New York Yankees Editorial: Remembering The Yankees Greatest Draft Ever


With The 2015 MLB Draft happening this week, it´s worth taking a look at The New York Yankees’ 1990 draft, which is arguably the best in recent team history. There are three reasons why.

Those reasons are Andy Pettitte, Jorge Posada and Mariano Rivera. Alright, Rivera was technically signed as an amateur free agent, but as an international signing, we are going to include him.

In terms of results, it is hard to argue against these three members of The Core Four. Between them, they totaled 14 World Series championships. Add to this five more championships won by two other draftees, Ricky Ledee and Shane Spencer, and that makes 19 rings from 1990 draft picks.

And if team success is not enough, just take a look at their individual accomplishments. Posada was a five-time All-Star. He won the Silver Slugger Award as the top hitting catcher five times. And he was the first Yankee catcher since Yogi Berra to hit 30 home runs in a season when he did it in 2003.

As for Pettitte, he is the Yankees all-time strike out leader. In 2001, he won the ALCS MVP with two wins, including the decisive game five. He might even be the greatest post-season starting pitcher in baseball history.

Which brings us to Rivera. Mo was a 13-time All-Star, five-time Rolaids Relief Man winner, and the MLB career save leader with 652 saves. According to The Baseball Almanac, General Manager Brian Cashman said of Rivera, “Without question we’re talking about the best reliever, in my opinion, in the history of baseball. This guy has become branded with the Yankee logo. People are going to remember this man for so long for what he’s done.”

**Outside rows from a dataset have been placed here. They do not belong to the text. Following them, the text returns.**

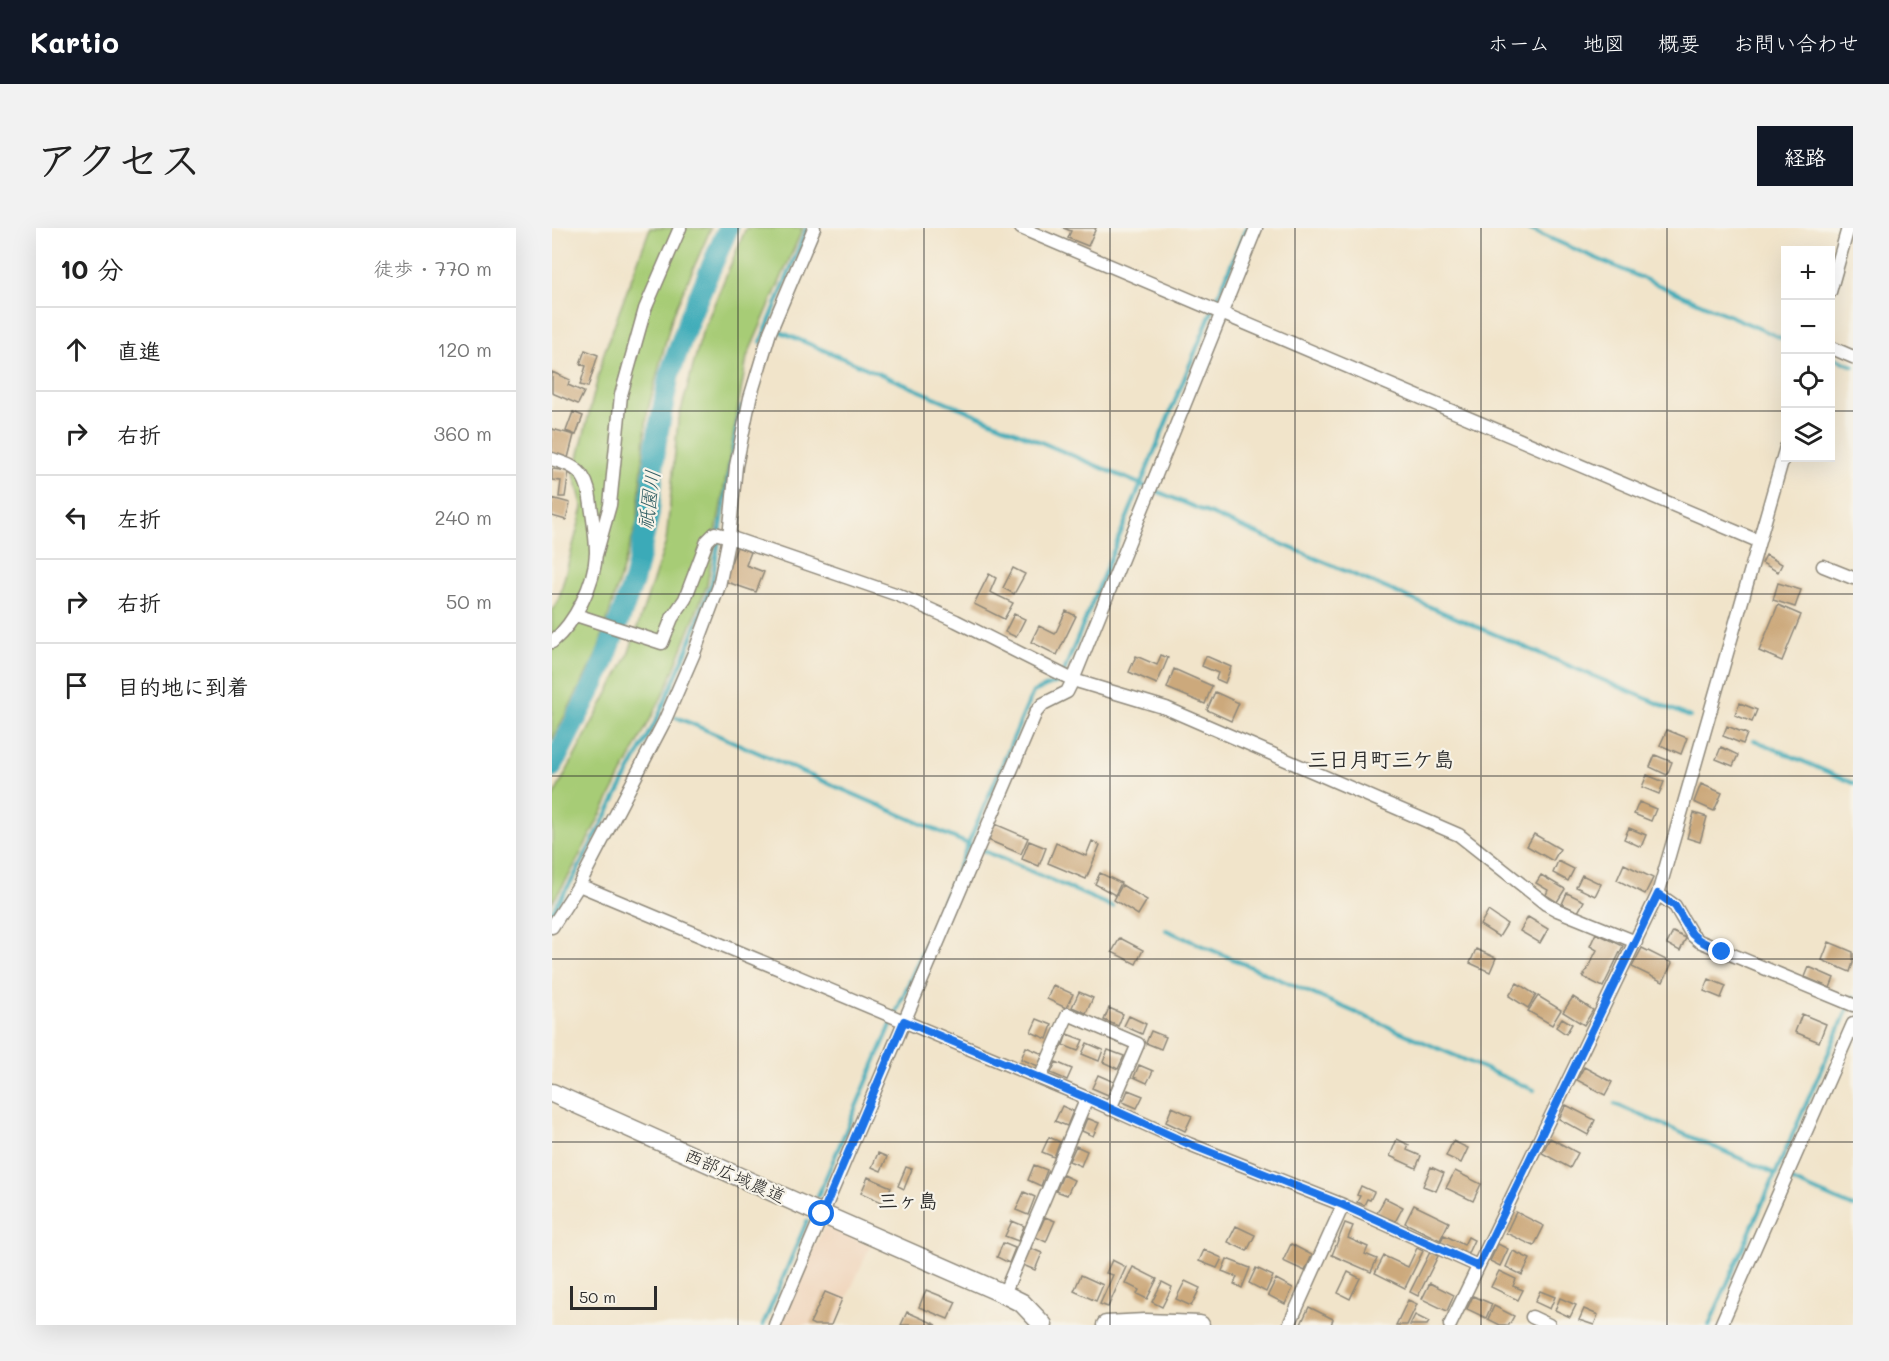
<!DOCTYPE html>
<html lang="ja">
<meta charset="utf-8">
<style>
:root{--surface:#fff;--page:#f2f2f2;--text:#222;--muted:#767676;--line:#e0e0e0;--accent:#111827}
body{margin:0;font-family:Mali,"Klee One",sans-serif;background:var(--page);color:var(--text)}
.controls{position:absolute;right:18px;top:18px;display:grid;overflow:hidden;border-radius:0px;box-shadow:0 6px 24px #0002}
.controls button{width:54px;height:54px;display:grid;place-items:center;padding:0;border:0;border-bottom:2px solid var(--line);background:var(--surface);color:var(--text);font:30px sans-serif}
.scale{position:absolute;left:18px;bottom:15px;width:87px;box-sizing:border-box;padding-left:6px;border:3px solid #2b2b2b;border-top:0;font-size:16px;line-height:21px;white-space:nowrap;color:#2b2b2b;-webkit-text-stroke:4px #f7f3e8;paint-order:stroke}
.stop{position:absolute;width:18px;height:18px;margin:-14px;border:4px solid #1a73e8;border-radius:50%;background:#fff}
.stop.end{background:#1a73e8;border-color:#fff;box-shadow:0 2px 6px #0008}
.list{margin:0;padding:0;list-style:none}
h2{display:flex;justify-content:space-between;align-items:center;height:78px;margin:0;padding:0 24px;font-size:26px}
h2 small{font-size:20px;font-weight:400;color:var(--muted)}
.list li{display:grid;grid-template-columns:39px 1fr auto;gap:18px;align-items:center;box-sizing:border-box;height:84px;padding:0 24px;border-top:2px solid var(--line)}
.list b{display:block;font-size:22px;white-space:nowrap}
.list em{font-size:20px;font-style:normal;color:var(--muted)}
.icon{flex:none;width:33px;height:33px;fill:none;stroke:currentColor;stroke-width:2;stroke-linecap:round;stroke-linejoin:round}
.map{position:relative;flex:none;width:1301px;height:1097px;overflow:hidden;border-radius:0px}
header{display:flex;align-items:center;gap:36px;box-sizing:border-box;height:84px;padding:0 30px;background:var(--accent);color:#fff}
header strong{font-size:28px}
nav{display:flex;gap:33px;margin-inline-start:auto;font-size:21px}
.intro{display:flex;align-items:center;justify-content:space-between;box-sizing:border-box;height:144px;padding:0 36px}
h1{margin:0;font-size:42px}
.button{padding:15px 27px;border-radius:0px;background:var(--accent);color:#fff;font-size:21px;font-weight:700}
main{display:flex;gap:36px;padding:0 36px}
aside{flex:1;background:var(--surface);border-radius:0px;box-shadow:0 6px 24px #0002}
.map>svg:first-child{display:block}
</style>
<header>
<strong>Kartio</strong>
<nav><a>ホーム</a><a>地図</a><a>概要</a><a>お問い合わせ</a></nav>
</header>
<div class="intro"><h1>アクセス</h1><a class="button">経路</a></div>
<main>
<aside>
<h2>10 分<small>徒歩 · 770 m</small></h2>
<ul class="list">
<li><svg class="icon" aria-label="ahead" viewBox="0 0 24 24"><path d="M12 20V5M6 11l6-6 6 6"/></svg><div><b>直進</b></div><em>120 m</em></li>
<li><svg class="icon" aria-label="right" viewBox="0 0 24 24"><path d="M7 20v-9h11M14 6l5 5-5 5"/></svg><div><b>右折</b></div><em>360 m</em></li>
<li><svg class="icon" aria-label="left" viewBox="0 0 24 24"><path d="M17 20v-9H6M10 6l-5 5 5 5"/></svg><div><b>左折</b></div><em>240 m</em></li>
<li><svg class="icon" aria-label="right" viewBox="0 0 24 24"><path d="M7 20v-9h11M14 6l5 5-5 5"/></svg><div><b>右折</b></div><em>50 m</em></li>
<li><svg class="icon" aria-label="arrive" viewBox="0 0 24 24"><path d="M6 21V4h12l-3 4 3 4H6"/></svg><div><b>目的地に到着</b></div></li>
</ul>
</aside>
<div class="map">
<svg width="1301" height="1097" viewBox="0 0 1301 1097">
<rect width="100%" height="100%" fill="#f7f3e8"/>
<filter id="ink" filterUnits="userSpaceOnUse"><feTurbulence type="fractalNoise" baseFrequency=".0167" numOctaves="2"/><feDisplacementMap in="SourceGraphic" scale="12" xChannelSelector="R" yChannelSelector="G"/><feConvolveMatrix kernelMatrix="1 2 1 2 8 2 1 2 1" color-interpolation-filters="sRGB"/></filter>
<filter id="wash" filterUnits="userSpaceOnUse"><feTurbulence type="fractalNoise" baseFrequency=".008" numOctaves="4" result="noise"/><feDisplacementMap in="SourceGraphic" scale="24" xChannelSelector="R" yChannelSelector="G"/><feGaussianBlur stdDeviation="1.35" result="paint"/><feColorMatrix in="noise" values="0 0 0 0 0 0 0 0 0 0 0 0 0 0 0 0 0 1.4 0 .05"/><feComposite in="paint" operator="in"/></filter>
<g filter="url(#wash)">
<rect width="100%" height="100%" fill="#f1e4ca"/>
<path fill="#f0d5bc" d="M272,998L318,1018L283,1097H228Z"/>
<path fill="#a7cc76" stroke="#697c50" stroke-width="1.5" d="M98,0H159L120,89L95,186L85,295L45,425L0,513V384L7,370L31,280L22,246L52,125Z
M194,0H251L195,129L155,357L115,459L17,648L0,675V571L76,427L114,314L126,194L150,105Z"/>
<g fill="none" stroke-linecap="round" stroke-linejoin="round">
<path stroke="#3aaab8" stroke-width="4" d="M974,0L1234,112
M229,104L1138,489
M209,114L255,0
M1278,128L1301,138
M124,489L561,679
M1202,512L1301,555
M0,684L22,649L106,489L135,422L160,355L184,203L190,179
M614,702L982,862
M1063,876L1224,946
M1240,953L1301,979
M266,968L481,464L508,453L694,0
M211,1097L255,993
M1157,1097L1301,769"/>
<path stroke="#3aaab8" stroke-width="21" d="M0,539L50,440L82,352L97,287L104,215L117,148L139,86L176,0"/>
</g>
<g id="blocks">
<path fill="#cca97b" d="M511,0H544L536,18L516,10L519,3Z
M33,122L46,127L36,159L28,157L34,138L28,136Z
M0,144L18,152L16,157L32,164L26,176L0,165Z
M21,184L31,188L24,207L14,203Z
M0,201L22,207L16,230L0,226Z
M0,241L17,243L13,269H7L9,253L0,252Z
M0,270L18,275L14,292L0,288Z
M185,319L199,324L194,337L212,344L204,364L172,353Z
M1214,327L1230,336L1226,344L1210,335Z
M461,340L473,346L462,366L451,360Z
M437,346L444,350L438,364L461,375L452,391L422,376Z
M1226,355L1249,362L1243,379L1221,372Z
M1226,377L1249,387L1230,433L1207,423Z
M514,383L524,388L505,427L479,414L487,398L503,406Z
M462,386L473,391L464,409L453,404Z
M609,427L616,430L605,456L577,444L584,428L605,437Z
M654,428L679,439L673,455L664,451L666,445L650,438Z
M622,441L660,458L653,476L615,460Z
M663,464L687,475L679,493L655,482Z
M1188,475L1205,482L1200,494L1183,487Z
M1175,498L1195,506L1191,516L1171,508Z
M1115,502L1135,510L1129,526L1108,517Z
M1169,519L1186,527L1181,538L1164,531Z
M1103,527L1120,534L1115,547L1098,539Z
M1095,547L1112,554L1107,566L1090,559Z
M1149,556L1170,565L1162,583L1142,574Z
M1087,574L1104,581L1099,593L1082,586Z
M1142,585L1155,589L1148,614L1135,610Z
M443,596L476,610L469,626L436,612Z
M1077,600L1094,607L1089,619L1072,611Z
M982,606L1008,621L1001,633L975,618Z
M477,613L494,620L487,638L470,631Z
M540,613L548,617L534,651L496,635L504,615L534,628Z
M1006,633L1022,641L1016,653L1001,645Z
M1072,636L1101,650L1093,666L1065,652Z
M548,645L569,655L563,667L543,656Z
M989,647L1013,661L1005,674L994,667L996,662L984,655Z
M1030,647L1049,656L1043,668L1024,659Z
M570,657L595,672L586,687L562,672Z
M1015,665L1032,673L1026,684L1010,676Z
M936,683L955,696L947,709L928,697Z
M976,689L996,701L988,715L968,703Z
M1121,704L1134,710L1128,723L1115,716Z
M1044,705L1071,718L1051,759L1031,749L1045,722L1038,718Z
M568,710L591,722L584,736L560,724Z
M1277,714L1301,724V735L1298,744L1270,732Z
M1090,720L1120,735L1111,754L1080,739Z
M924,721L944,730L938,744L918,735Z
M1257,739L1282,750L1278,760L1253,749Z
M1157,751L1174,758L1169,770L1152,763Z
M965,755L984,767L976,780L957,768Z
M501,757L521,766L514,780L495,771Z
M527,764L541,770L534,785L520,779Z
M986,768L1009,782L1000,797L976,783Z
M1021,769L1041,782L1032,797L1011,784Z
M557,780L571,786L566,798L552,792Z
M1250,786L1274,796L1267,814L1243,804Z
M577,788L594,796L590,806L572,798Z
M1010,790L1020,796L1014,806L1004,799Z
M485,791L500,797L495,811L479,804Z
M599,803L614,809L609,821L594,815Z
M515,806L531,812L526,823L511,817Z
M535,815L551,822L547,833L530,826Z
M474,819L491,826L486,838L469,831Z
M556,822L572,828L566,841L551,834Z
M504,834L520,841L515,852L499,845Z
M587,837L601,843L595,855L582,849Z
M1032,839L1060,854L1053,867L1025,852Z
M546,847L562,854L556,867L540,860Z
M576,862L591,868L585,880L571,874Z
M1014,877L1043,892L1036,907L1007,891Z
M510,878L521,883L515,898L503,893Z
M620,879L640,888L633,903L614,894Z
M535,890L547,895L541,908L530,903Z
M497,909L508,914L502,929L490,924Z
M998,910L1026,925L1018,940L990,925Z
M845,911L857,917L855,922L869,928L864,940L838,928Z
M901,913L916,920L909,935L894,928Z
M524,918L535,923L529,938L517,933Z
M326,925L335,929L329,943L320,939Z
M482,937L495,942L489,958L476,952Z
M354,939L360,941L352,961L346,958Z
M879,939L892,945L884,963L871,958Z
M903,943L929,956L921,973L894,960Z
M511,947L522,952L515,967L504,963Z
M316,949L339,959L332,975L309,965Z
M809,958L822,964L818,972L815,971L812,977L805,974L808,968L805,967Z
M472,964L483,969L476,987L464,982Z
M833,970L851,979L843,994L825,985Z
M862,977L897,994L888,1012L853,995Z
M964,984L992,998L982,1018L954,1005Z
M493,989L503,993L494,1014L484,1009Z
M460,993L472,998L466,1013L453,1008Z
M793,995L801,998L796,1010L816,1019L813,1026L825,1031L819,1044L780,1027Z
M684,998L703,1007L695,1023L676,1014Z
M892,1007L912,1017L916,1009L922,1012L915,1027L888,1015Z
M451,1015L463,1020L457,1035L445,1029Z
M739,1016L760,1027L753,1043L731,1033Z
M946,1016L956,1021L948,1038L938,1033Z
M478,1020L490,1025L483,1042L471,1037Z
M865,1020L871,1023L853,1060L823,1045L832,1028L856,1039Z
M652,1022L670,1030L665,1040L647,1033Z
M961,1023L978,1031L970,1047L954,1039Z
M878,1024L886,1028L866,1068L858,1064Z
M675,1031L698,1040L690,1060L682,1056L685,1049L670,1043Z
M560,1032L574,1039L556,1079L548,1076L561,1047L554,1045Z
M581,1039L605,1051L595,1071L585,1066L587,1062L573,1055Z
M704,1040L721,1048L714,1064L697,1055Z
M947,1043L964,1051L961,1058L971,1062L966,1072L939,1059Z
M796,1044L808,1050L798,1071L786,1065Z
M529,1047L551,1057L544,1073L522,1063Z
M724,1051L741,1060L733,1076L716,1067Z
M633,1053L648,1060L639,1078L624,1071Z
M610,1054L620,1059L610,1079L600,1074Z
M878,1055L902,1067L895,1083L870,1071Z
M374,1062L404,1074L396,1091L367,1079Z
M988,1063L1003,1069L998,1081L983,1074Z
M273,1064L290,1071L279,1097H262L258,1095Z
M921,1068L940,1076L934,1090L915,1081Z
M1008,1070L1024,1077L1018,1089L1003,1082Z
M856,1072L865,1076L855,1097H844Z
M942,1078L962,1088L957,1097H948L936,1091Z
M757,1079L781,1091L779,1097L749,1096Z
M1032,1081L1046,1087L1042,1097L1027,1092Z
M355,1084L385,1097H349Z
M863,1087L877,1094L875,1097H858Z"/>
</g>
</g>
<g filter="url(#ink)">
<use href="#blocks" fill-opacity="0" stroke="#8e887a" stroke-width="1.5"/>
<g fill="none" stroke-linecap="round" stroke-linejoin="round">
<defs>
<path id="street" d="M469,0L1206,313
M1278,64L1296,0
M1278,119L1301,129
M0,231C11,235 24,238 31,249C38,259 38,272 40,284C42,298 44,312 44,325C43,355 23,395 0,414
M44,327L58,277L69,167L93,81L128,0
M1271,338L1301,350
M24,387L110,415L120,390L133,371L155,313L163,305L177,309L346,367L404,393L521,452L614,480L907,607L994,676L1005,682L1084,714
M27,657L535,870L637,916L791,977L926,1038
M1106,666L1234,219
M0,699L27,657L112,494L142,425L167,358L177,309L184,238L198,170L218,104L262,0
M488,850L516,786L586,816L558,881
M452,1066L535,870
M980,1089L997,1097
M223,1097L484,484L491,476L515,464L521,452L704,0
M737,1097L791,977
M898,1097L1106,666L1123,678L1140,707L1147,713L1301,777
M1169,1097L1301,796"/>
<path id="secondary" d="M0,865L270,986L452,1066L470,1075L491,1097
M554,1097L593,1095L648,1097"/>
</defs>
<use href="#street" stroke="#8e887a" stroke-width="15"/>
<use href="#secondary" stroke="#8e887a" stroke-width="21"/>
<use href="#street" stroke="#fff" stroke-width="12"/>
<use href="#secondary" stroke="#fff" stroke-width="18"/>
</g>
</g>
<g fill="none" stroke-linecap="round" stroke-linejoin="round" filter="url(#ink)">
<path stroke="#1a73e8" stroke-width="8" d="M270,986L352,793L535,870L637,916L791,977L926,1038L1106,666L1123,678L1140,706L1147,712L1170,724"/>
</g>
<path fill="none" stroke="#2b2b2b" stroke-width="1.5" stroke-opacity="0.55" d="M186,0V1097M372,0V1097M558,0V1097M743,0V1097M929,0V1097M1115,0V1097M0,183H1234M1278,183H1301M0,366H1301M0,548H1301M0,731H1301M0,914H1301"/>
<g text-anchor="middle" stroke-width="4.5" stroke-linejoin="round" paint-order="stroke">
<g font-size="18" fill="#2b2b2b" stroke="#f7f3e8">
<text transform="translate(183 948) rotate(24)" y="6">西部広域農道</text>
</g>
<g font-size="20" font-style="italic" fill="#315e63" stroke="#f7f3e8">
<text transform="translate(97 272) rotate(-82)" y="7">祇園川</text>
</g>
<g font-size="20" font-weight="bold" fill="#2b2b2b" stroke="#f7f3e8">
<text x="356" y="980">三ヶ島</text>
</g>
<g font-size="21" font-weight="bold" fill="#2b2b2b" stroke="#f7f3e8">
<text x="829" y="539">三日月町三ケ島</text>
</g>
</g>
</svg>
<div class="controls">
<button>+</button>
<button>−</button>
<button><svg class="icon" aria-label="locate" viewBox="0 0 24 24"><circle cx="12" cy="12" r="6"/><path d="M12 2v4M12 18v4M2 12h4M18 12h4"/></svg></button>
<button><svg class="icon" aria-label="layers" viewBox="0 0 24 24"><path d="M12 4l9 5-9 5-9-5zM3 14l9 5 9-5"/></svg></button>
</div>
<div class="scale">50 m</div>
<div class="stop" style="left:270px;top:986px"></div>
<div class="stop end" style="left:1170px;top:724px"></div>
</div>
</main>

So it’s hard to argue against the 1990 draft success, and its impact on the Yankees’ franchise. Any time you get three players like Posada, Pettitte and Rivera, you know your scouting department has done its job. Don’t forget who drafted and signed these players: Gene Michael.

On the field, the Yankees struggled that year, going 67-95. In one of the saddest events in team history, Billy Martin died on December 25,1989 in a pick up truck accident. The words on Martin’s headstone read, according to Baseball Almanac: “I may not have been the greatest Yankee to put on the uniform but I was the proudest.”